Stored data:
○ ○ ○ ○ ○ ○ ○

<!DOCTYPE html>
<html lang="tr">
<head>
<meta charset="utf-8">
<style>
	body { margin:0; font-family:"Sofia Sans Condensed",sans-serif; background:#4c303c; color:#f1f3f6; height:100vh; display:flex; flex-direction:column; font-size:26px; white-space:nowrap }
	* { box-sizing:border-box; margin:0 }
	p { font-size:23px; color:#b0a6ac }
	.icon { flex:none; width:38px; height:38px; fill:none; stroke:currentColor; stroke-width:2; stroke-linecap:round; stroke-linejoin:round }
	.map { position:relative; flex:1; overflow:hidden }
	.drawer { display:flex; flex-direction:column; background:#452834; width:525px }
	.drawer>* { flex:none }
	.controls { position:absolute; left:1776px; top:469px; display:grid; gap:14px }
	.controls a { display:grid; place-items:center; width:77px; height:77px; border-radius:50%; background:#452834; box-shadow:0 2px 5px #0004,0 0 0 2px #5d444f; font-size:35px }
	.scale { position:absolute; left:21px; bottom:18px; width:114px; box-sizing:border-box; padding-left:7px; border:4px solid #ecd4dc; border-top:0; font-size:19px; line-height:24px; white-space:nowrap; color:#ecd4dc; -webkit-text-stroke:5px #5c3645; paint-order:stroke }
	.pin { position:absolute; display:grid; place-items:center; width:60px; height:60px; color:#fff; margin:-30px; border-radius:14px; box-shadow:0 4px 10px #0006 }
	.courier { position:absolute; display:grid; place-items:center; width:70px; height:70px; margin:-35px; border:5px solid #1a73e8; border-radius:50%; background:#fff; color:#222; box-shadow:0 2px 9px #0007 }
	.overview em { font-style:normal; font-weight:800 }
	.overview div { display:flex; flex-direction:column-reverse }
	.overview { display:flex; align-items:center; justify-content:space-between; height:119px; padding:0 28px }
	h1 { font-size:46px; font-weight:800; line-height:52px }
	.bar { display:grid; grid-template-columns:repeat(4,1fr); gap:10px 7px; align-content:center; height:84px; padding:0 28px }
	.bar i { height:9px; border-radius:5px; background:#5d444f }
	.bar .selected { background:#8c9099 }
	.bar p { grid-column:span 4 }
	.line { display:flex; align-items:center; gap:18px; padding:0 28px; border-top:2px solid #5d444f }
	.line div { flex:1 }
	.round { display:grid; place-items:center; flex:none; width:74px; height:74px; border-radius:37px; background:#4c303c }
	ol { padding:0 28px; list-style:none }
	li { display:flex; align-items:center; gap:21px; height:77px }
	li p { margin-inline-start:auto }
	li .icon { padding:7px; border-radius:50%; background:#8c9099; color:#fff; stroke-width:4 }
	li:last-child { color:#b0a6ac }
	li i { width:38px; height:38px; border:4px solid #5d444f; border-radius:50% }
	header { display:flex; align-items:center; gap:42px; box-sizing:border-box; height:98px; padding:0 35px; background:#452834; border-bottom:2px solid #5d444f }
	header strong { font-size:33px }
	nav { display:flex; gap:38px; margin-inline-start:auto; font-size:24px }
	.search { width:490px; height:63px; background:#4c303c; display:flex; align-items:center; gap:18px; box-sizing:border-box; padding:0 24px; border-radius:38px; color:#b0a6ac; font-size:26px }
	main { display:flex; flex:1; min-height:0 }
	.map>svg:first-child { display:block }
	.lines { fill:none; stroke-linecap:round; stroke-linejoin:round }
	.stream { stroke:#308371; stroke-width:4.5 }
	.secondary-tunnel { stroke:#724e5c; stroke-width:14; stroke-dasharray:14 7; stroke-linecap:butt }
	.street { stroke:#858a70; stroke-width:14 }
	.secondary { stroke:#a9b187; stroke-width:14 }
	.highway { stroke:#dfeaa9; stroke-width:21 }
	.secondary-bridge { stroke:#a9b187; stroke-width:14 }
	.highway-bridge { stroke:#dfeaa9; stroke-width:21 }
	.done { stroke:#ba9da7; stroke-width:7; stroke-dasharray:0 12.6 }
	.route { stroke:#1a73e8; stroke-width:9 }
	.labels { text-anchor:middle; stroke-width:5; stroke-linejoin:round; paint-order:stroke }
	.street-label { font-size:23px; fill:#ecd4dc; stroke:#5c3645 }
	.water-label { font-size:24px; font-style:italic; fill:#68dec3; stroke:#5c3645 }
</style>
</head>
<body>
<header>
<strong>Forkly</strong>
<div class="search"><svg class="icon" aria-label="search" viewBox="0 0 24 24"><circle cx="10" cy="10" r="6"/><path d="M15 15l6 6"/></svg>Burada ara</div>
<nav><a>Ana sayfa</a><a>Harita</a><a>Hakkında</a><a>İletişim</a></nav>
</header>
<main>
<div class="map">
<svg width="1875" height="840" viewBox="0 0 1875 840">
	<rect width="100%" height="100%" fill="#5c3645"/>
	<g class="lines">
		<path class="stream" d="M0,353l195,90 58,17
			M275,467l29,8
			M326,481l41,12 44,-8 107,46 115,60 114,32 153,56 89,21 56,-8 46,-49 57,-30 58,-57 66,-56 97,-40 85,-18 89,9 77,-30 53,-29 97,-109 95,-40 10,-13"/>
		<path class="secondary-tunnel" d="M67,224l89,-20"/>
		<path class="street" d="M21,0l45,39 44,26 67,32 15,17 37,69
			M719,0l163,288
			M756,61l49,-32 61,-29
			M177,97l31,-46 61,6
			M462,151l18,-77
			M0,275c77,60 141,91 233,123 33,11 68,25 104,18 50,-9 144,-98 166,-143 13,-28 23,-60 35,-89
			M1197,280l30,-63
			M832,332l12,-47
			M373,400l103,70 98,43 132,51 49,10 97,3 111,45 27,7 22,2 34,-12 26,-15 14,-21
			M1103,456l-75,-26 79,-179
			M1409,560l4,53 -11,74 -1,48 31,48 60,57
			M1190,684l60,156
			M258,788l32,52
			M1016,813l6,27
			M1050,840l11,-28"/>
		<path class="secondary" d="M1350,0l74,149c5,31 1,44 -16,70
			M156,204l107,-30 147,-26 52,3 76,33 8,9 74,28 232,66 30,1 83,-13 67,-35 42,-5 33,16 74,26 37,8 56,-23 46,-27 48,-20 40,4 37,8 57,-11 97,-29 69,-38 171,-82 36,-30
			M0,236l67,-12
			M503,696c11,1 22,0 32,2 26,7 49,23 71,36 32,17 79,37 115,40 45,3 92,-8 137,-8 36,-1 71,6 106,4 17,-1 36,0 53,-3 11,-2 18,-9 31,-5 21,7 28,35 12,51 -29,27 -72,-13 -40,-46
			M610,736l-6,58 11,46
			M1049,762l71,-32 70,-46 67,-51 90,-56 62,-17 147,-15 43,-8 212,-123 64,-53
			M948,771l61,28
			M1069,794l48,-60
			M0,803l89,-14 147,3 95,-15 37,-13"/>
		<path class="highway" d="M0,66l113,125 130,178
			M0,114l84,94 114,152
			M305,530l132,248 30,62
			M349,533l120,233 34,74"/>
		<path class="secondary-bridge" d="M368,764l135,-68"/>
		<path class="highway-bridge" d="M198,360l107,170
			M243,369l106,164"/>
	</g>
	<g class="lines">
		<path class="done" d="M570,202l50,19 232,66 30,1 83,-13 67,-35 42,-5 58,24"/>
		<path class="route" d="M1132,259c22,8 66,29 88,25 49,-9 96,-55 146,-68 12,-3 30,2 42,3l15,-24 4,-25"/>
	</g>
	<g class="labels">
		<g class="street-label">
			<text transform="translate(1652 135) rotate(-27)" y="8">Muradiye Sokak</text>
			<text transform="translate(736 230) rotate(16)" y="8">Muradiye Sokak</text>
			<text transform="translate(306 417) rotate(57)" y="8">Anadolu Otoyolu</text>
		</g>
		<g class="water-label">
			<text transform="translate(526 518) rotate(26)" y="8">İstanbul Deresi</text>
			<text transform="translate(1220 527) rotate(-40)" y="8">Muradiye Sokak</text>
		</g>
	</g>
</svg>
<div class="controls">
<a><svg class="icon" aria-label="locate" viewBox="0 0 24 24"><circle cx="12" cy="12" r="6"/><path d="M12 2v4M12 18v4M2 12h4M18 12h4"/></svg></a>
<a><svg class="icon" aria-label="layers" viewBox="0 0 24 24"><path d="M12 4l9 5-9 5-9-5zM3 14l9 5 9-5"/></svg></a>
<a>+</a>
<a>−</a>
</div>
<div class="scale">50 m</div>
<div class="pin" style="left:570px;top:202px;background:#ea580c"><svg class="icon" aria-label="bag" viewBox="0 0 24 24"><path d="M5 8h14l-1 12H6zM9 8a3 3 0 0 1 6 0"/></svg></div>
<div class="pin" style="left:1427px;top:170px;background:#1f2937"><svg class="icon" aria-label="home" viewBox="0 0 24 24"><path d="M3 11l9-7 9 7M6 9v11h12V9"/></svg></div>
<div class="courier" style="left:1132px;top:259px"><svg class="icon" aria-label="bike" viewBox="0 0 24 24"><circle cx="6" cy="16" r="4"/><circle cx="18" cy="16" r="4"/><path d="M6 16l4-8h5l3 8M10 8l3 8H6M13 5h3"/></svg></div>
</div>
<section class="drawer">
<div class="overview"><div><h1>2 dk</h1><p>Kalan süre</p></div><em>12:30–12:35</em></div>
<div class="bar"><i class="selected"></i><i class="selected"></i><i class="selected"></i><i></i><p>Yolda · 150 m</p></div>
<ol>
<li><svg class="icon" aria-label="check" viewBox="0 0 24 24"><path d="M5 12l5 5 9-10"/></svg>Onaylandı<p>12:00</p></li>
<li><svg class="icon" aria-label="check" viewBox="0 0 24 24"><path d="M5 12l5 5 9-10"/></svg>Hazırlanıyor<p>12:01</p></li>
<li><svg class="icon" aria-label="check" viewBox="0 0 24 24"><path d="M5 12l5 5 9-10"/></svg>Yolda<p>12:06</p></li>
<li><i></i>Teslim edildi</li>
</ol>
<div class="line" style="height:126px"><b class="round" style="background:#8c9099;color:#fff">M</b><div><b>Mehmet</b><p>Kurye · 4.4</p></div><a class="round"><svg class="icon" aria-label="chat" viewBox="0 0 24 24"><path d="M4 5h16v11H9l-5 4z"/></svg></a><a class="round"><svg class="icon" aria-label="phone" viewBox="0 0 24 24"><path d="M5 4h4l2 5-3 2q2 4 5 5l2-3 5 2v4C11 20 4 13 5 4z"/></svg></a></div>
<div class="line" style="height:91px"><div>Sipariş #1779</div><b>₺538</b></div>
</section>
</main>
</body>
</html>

○ ○ ○ ○ ○ ○ ○

▸ **About this task**
Filter the data above, keeping only lines that include the string "linecap".

▸ **Problem solution**
	.icon { flex:none; width:38px; height:38px; fill:none; stroke:currentColor; stroke-width:2; stroke-linecap:round; stroke-linejoin:round }
	.lines { fill:none; stroke-linecap:round; stroke-linejoin:round }
	.secondary-tunnel { stroke:#724e5c; stroke-width:14; stroke-dasharray:14 7; stroke-linecap:butt }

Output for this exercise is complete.